TIP: Drop cover reveals early, either in your newsletter, on Patreon, or however else you separate your readers from your Super Readers. Post about it for one more post idea, plus incentive for people to subscribe to your newsletter to get early access themselves.
11. Bonus book matter
You can typically curate extra content around your book. This might be things you actually include in the book itself, like a map or a lexicon. Or it could be something like a character portrait.
Whatever creative thing you can think of that might make people feel attached to your book is always a good idea for posts!
10. Behind-the-scenes content
Behind-the-scenes content is great to post before your book release. You can update your audience on what step of the process you’re in, share your wins and losses, and kind of take them along on the journey. After your book drops, you can make fun posts about the process without worrying so much about spoilers.
For example, on one of my pen names, I design my own covers. After the book drops, I’ll make a post showing the very first cover I designed next to the final one. These posts often get a high level engagement, which means people find it interesting. Sharing something that visual (like a side-by-side comparison) will catch interest better than a text post vagueing about your process, so try to post something tangible whenever possible.
Anything you can share about your process will likely be good content.
TIP: Take this a step further and literally involve your readers in the writing process. Lots of authors do writing/productivity streams where they do writing sprints with their audience. Whether you let them actually read what you’re writing or not, it can make your readers feel more involved and invested.
11. Giveaway posts
Giveaways make for good posts because everyone loves gifts! You might create a gift box of your book and a few other goodies, so you can take aesthetic photos of the giveaway collection to post.
Giveaways are a good move for getting a small follower boost, plus giving a little something back to the people supporting your platform.
TIP: If you’re hosting a giveaway that requires people to follow your account to enter, be sure to have some interesting content prepped to post, because a lot of users will unfollow after the giveaway ends. You’ve got a small window to genuinely win them over into your audience, so hop on it!
BONUS TIP: Check up on the regulations for giveaways in your region and platform. Things like gambling laws in certain places might put restrictions on exactly how you can offer free items, so do some research to ensure you’re operating within the rules.
12. Make compilations of related books
A rising tide lifts all boats, right?
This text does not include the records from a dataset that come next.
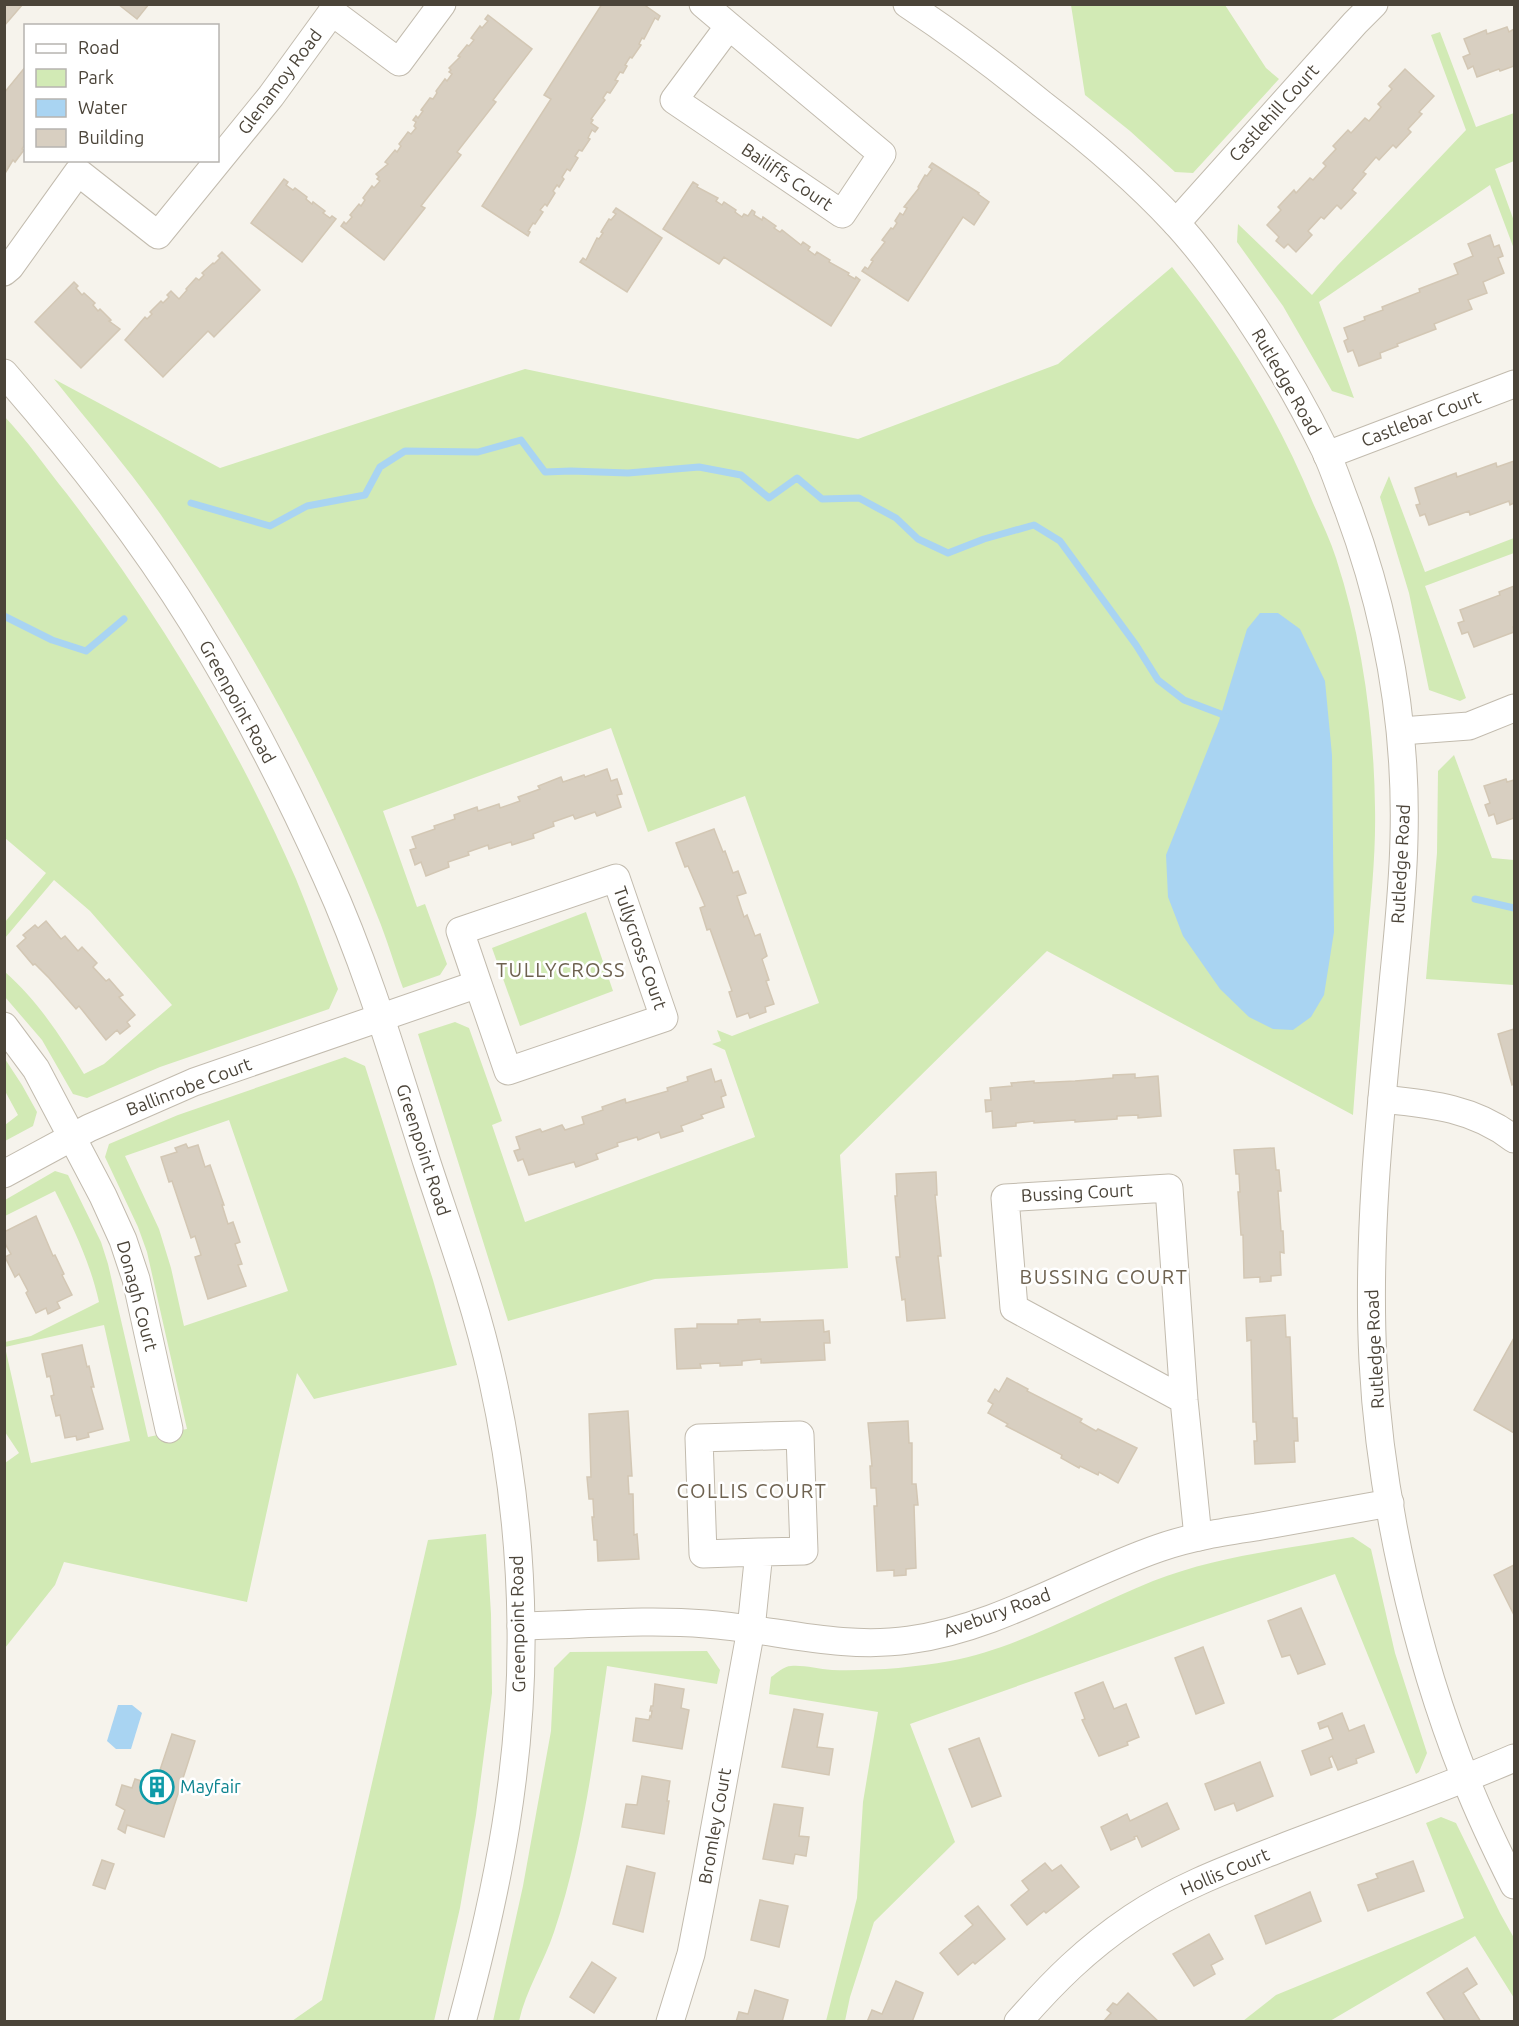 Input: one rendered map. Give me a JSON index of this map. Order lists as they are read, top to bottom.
{
  "streets": {
    "street": [
      "Glenamoy Road",
      "Castlehill Court",
      "Bailiffs Court",
      "Rutledge Road",
      "Castlebar Court",
      "Greenpoint Road",
      "Tullycross Court",
      "Ballinrobe Court",
      "Bussing Court",
      "Donagh Court",
      "Avebury Road",
      "Bromley Court",
      "Hollis Court"
    ]
  },
  "crossings": [
    ["Castlehill Court", "Rutledge Road"],
    ["Rutledge Road", "Castlebar Court"],
    ["Rutledge Road", "Avebury Road"],
    ["Rutledge Road", "Hollis Court"],
    ["Greenpoint Road", "Ballinrobe Court"],
    ["Greenpoint Road", "Avebury Road"],
    ["Ballinrobe Court", "Donagh Court"],
    ["Bussing Court", "Avebury Road"],
    ["Avebury Road", "Bromley Court"]
  ],
  "districts": ["TULLYCROSS", "BUSSING COURT", "COLLIS COURT"],
  "places": {
    "building": ["Mayfair"]
  },
  "legend": [
    "Road",
    "Park",
    "Water",
    "Building"
  ]
}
Well, a good book lifts its whole genre, too. Leading up to your book release (and after it), you can make compilation posts of your favorite books by other authors in your genre.
This might be an ongoing series of posts, or just a standalone, but recommending other books gives you an opportunity to connect with other authors in your genre, as well as giving them a potential boost in sales. They get sales, you get friends, your readers get new book recommendations. It’s wins all-around.
TIP: You can make this collaborative by reaching out to authors ahead of time and pitching a social media post swap or a newsletter feature for each other’s books, because if your audience liked your book, they’ll probably like another author with similar content. Readers will always want more books, so there’s no reason to be competitive with your fellow author. Lift each other up!
I hope this list gave you lots of new ideas for promoting your books! A lot of the time, digital marketing just comes down to trial and error, so don’t be afraid to experiment with different types and formats of content and see what works the best for you and your audience.